Creatives everywhere have had to find new ways to spread their artistic talents during the COVID-19 pandemic.
The Bakersfield City Ballet is no exception. During a time when the eight-member company would be preparing for its annual performance, large gatherings are still not allowed.
Instead, the dancers decided to go to neighborhoods and businesses as part of their Curbside Ballet outdoor performance series.
The company found success in its first go with the series last fall, said Artistic Director Erica Ueberroth. Every performance was sold out, and it's no wonder the second iteration, which ran Feb. 13 through 27, was booked by January.
"At least a handful of people who watched our show cried," she said of the fall series. "Once it was in front of you, you realized how much you were starved for the live performance."
Around the time when initial COVID-19 closures were announced, the Bakersfield City Ballet was preparing for its second annual show. Peggy Dolkis with Ballet West was staging the second act of "Swan Lake" in its entirety for the first time in Bakersfield, and Ueberroth said the dancers were beyond excited to premiere it to local audiences.
Tears of joy should have been shed by the dancers, but shutdowns caused tears full of sadness and disappointment.
"I know myself and the dancers had put in so many hours, classes and rehearsals, all leading up to the pinnacle of what you’re working on," Ueberroth said.
But, since their craft has trained them well, they were quick on their feet and transitioned over to online Zoom and Instagram Live classes.

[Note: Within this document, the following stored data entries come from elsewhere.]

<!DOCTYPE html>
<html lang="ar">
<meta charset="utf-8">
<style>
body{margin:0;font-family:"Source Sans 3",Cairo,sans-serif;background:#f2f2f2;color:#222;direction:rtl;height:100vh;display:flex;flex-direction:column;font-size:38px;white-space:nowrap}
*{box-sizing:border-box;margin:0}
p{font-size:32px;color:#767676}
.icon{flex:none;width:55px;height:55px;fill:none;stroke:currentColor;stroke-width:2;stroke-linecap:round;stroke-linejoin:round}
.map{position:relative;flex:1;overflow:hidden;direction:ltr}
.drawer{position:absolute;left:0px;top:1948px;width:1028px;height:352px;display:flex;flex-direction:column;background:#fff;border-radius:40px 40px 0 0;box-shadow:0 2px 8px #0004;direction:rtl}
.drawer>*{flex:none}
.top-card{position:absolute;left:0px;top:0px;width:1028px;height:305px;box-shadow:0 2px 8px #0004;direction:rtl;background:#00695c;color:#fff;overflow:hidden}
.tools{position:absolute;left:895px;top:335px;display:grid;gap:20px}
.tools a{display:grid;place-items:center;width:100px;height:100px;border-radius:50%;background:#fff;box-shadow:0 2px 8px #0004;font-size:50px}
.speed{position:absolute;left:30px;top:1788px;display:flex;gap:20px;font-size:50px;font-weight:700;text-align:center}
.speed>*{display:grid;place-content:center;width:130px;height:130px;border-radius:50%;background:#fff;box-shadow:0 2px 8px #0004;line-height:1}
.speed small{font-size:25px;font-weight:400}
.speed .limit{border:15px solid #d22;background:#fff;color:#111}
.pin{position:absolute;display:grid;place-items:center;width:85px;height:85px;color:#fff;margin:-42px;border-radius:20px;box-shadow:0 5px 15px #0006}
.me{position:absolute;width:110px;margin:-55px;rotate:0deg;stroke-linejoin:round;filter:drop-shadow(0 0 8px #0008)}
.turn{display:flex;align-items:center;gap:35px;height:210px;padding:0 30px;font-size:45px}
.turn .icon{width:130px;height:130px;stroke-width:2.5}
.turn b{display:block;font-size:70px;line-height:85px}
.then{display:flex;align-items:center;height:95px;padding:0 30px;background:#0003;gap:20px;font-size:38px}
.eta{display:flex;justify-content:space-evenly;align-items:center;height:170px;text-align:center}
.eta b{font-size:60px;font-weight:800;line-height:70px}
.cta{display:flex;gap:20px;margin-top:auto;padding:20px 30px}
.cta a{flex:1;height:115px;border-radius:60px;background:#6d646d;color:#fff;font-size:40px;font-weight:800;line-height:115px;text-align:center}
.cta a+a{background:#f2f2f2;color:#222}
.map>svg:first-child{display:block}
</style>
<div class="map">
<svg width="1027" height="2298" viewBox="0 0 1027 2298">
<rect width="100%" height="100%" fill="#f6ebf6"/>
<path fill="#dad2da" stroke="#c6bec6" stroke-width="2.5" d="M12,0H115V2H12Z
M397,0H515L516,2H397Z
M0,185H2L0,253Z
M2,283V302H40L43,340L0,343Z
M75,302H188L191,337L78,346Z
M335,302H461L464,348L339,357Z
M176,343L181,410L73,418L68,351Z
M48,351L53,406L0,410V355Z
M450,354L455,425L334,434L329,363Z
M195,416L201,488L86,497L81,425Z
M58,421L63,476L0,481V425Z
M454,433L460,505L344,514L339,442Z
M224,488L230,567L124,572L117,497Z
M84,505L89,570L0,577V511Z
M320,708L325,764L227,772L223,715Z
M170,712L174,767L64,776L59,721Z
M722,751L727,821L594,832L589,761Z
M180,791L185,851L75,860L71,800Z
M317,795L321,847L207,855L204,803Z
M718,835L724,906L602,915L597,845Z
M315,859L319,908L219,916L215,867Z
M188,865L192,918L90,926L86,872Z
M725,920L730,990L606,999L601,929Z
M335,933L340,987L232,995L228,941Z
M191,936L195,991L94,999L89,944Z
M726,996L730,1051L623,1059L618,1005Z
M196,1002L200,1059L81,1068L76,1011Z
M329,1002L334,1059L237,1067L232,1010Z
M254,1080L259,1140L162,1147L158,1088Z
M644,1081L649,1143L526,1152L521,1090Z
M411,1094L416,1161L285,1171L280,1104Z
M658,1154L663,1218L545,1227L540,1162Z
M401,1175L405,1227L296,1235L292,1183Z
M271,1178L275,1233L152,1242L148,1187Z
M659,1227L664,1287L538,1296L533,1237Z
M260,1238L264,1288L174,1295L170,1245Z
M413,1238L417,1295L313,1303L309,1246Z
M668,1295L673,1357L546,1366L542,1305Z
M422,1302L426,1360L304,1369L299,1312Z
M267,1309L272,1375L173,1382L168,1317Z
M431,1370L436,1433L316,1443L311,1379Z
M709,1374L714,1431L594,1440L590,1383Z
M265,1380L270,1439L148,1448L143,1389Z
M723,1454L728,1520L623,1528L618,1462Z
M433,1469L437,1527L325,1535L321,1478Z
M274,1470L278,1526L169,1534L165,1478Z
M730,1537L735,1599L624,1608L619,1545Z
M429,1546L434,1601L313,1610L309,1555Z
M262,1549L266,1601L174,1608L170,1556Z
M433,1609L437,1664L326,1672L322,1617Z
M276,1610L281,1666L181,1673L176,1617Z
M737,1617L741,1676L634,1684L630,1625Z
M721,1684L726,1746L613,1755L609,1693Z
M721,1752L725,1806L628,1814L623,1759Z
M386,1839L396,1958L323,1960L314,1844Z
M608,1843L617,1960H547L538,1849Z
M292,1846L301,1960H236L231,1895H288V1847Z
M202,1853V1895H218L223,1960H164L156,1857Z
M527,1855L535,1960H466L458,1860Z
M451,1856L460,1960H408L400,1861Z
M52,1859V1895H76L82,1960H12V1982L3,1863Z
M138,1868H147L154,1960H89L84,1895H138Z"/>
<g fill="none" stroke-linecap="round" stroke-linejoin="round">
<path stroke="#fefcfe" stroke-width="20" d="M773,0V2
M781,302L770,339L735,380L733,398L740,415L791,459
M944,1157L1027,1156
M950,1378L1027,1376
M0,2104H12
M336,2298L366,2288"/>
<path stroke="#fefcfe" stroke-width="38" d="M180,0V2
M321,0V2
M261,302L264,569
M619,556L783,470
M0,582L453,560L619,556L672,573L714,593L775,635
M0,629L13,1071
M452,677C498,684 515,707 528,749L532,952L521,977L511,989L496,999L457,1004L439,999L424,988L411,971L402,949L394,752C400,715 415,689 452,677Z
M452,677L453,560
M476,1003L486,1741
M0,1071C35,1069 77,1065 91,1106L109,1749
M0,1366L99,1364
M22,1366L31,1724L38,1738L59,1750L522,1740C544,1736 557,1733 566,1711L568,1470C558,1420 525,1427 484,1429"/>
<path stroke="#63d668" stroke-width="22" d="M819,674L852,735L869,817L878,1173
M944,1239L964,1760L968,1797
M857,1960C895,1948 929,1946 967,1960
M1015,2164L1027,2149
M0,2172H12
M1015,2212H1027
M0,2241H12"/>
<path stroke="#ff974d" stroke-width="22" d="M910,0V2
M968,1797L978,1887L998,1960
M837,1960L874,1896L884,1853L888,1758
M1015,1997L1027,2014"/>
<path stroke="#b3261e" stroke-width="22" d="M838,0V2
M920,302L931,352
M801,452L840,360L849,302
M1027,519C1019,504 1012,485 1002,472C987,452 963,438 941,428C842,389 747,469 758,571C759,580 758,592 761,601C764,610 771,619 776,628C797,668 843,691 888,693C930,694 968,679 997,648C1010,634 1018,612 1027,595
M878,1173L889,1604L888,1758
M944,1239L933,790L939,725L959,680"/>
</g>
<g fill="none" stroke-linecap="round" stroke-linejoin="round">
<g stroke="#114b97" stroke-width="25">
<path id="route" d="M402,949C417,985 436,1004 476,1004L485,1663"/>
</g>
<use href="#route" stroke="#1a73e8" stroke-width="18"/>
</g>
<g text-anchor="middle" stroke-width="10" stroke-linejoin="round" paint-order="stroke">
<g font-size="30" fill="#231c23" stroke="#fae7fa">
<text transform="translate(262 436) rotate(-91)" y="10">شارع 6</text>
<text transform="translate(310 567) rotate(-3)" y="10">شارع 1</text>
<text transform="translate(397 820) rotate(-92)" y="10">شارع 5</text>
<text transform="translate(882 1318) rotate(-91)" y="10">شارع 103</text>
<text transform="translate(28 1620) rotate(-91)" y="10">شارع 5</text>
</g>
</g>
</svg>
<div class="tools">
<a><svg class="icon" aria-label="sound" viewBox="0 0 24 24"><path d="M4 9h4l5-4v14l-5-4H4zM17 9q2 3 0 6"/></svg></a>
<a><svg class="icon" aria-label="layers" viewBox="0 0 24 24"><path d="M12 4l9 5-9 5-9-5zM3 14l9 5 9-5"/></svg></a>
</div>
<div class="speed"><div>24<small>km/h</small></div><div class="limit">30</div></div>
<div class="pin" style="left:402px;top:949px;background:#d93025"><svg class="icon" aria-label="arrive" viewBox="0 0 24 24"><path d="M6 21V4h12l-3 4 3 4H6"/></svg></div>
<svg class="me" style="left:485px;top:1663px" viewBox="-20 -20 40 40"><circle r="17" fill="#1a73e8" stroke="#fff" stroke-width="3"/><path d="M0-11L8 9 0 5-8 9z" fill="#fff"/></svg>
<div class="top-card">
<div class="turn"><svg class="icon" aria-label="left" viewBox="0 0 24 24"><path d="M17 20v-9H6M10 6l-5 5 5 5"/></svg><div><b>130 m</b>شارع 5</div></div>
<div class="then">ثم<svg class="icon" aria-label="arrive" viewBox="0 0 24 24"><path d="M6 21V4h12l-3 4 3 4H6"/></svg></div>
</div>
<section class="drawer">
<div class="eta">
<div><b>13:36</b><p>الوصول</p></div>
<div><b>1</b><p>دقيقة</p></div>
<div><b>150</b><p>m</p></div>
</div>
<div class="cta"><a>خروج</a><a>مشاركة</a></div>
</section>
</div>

After some time, the company was anxious to get back to performing. That's when a board member suggested they do "dancegrams," where community members essentially order a performance.
The eight-member company traded in their pointe shoes for tennis shoes and began rehearsing in the sweltering Bakersfield heat. It ended up being a big hit among the community, Ueberroth explained, so much so that additional performances had to be put on the schedule.
"I noticed in the past few years, performing or watching shows, something amazing will happen on stage and you think the audience will respond and they sometimes wouldn’t. (Audiences are) kind of desensitized" to live performances after having so much available at their fingertips, Ueberroth noted.
But once audiences saw the Curbside Ballet performances in their neighborhoods, she said "people were so ready to clap, they would gasp, share their response. The power of the live performing factor is amazing."
After the success of the first series, the company knew another would be coming. The Bakersfield City Ballet performed Ueberroth's new work, "Splendor and Misery," this time around. The show was comprised of four movements and reflected the neoclassical ballet genre. The neoclassical genre typically features minimal costumes and sets, which work well for a performance outdoors.
Ueberroth also said a reflection of the world people are living in was another element added in the show.
"I didn’t set out to choreograph a piece about lockdown and quarantine, but it’s there," she said. "If you’re paying attention, you’ll pick up on the repetitiveness of certain things and how at times (our daily lives were) monotonous."
Ueberroth hinted there's a good chance audiences will have more opportunities in the future to order a performance. The Bakersfield City Ballet also has its annual fundraiser coming up which will feature dancers' talents. Pints en Pointe is currently scheduled for April 24.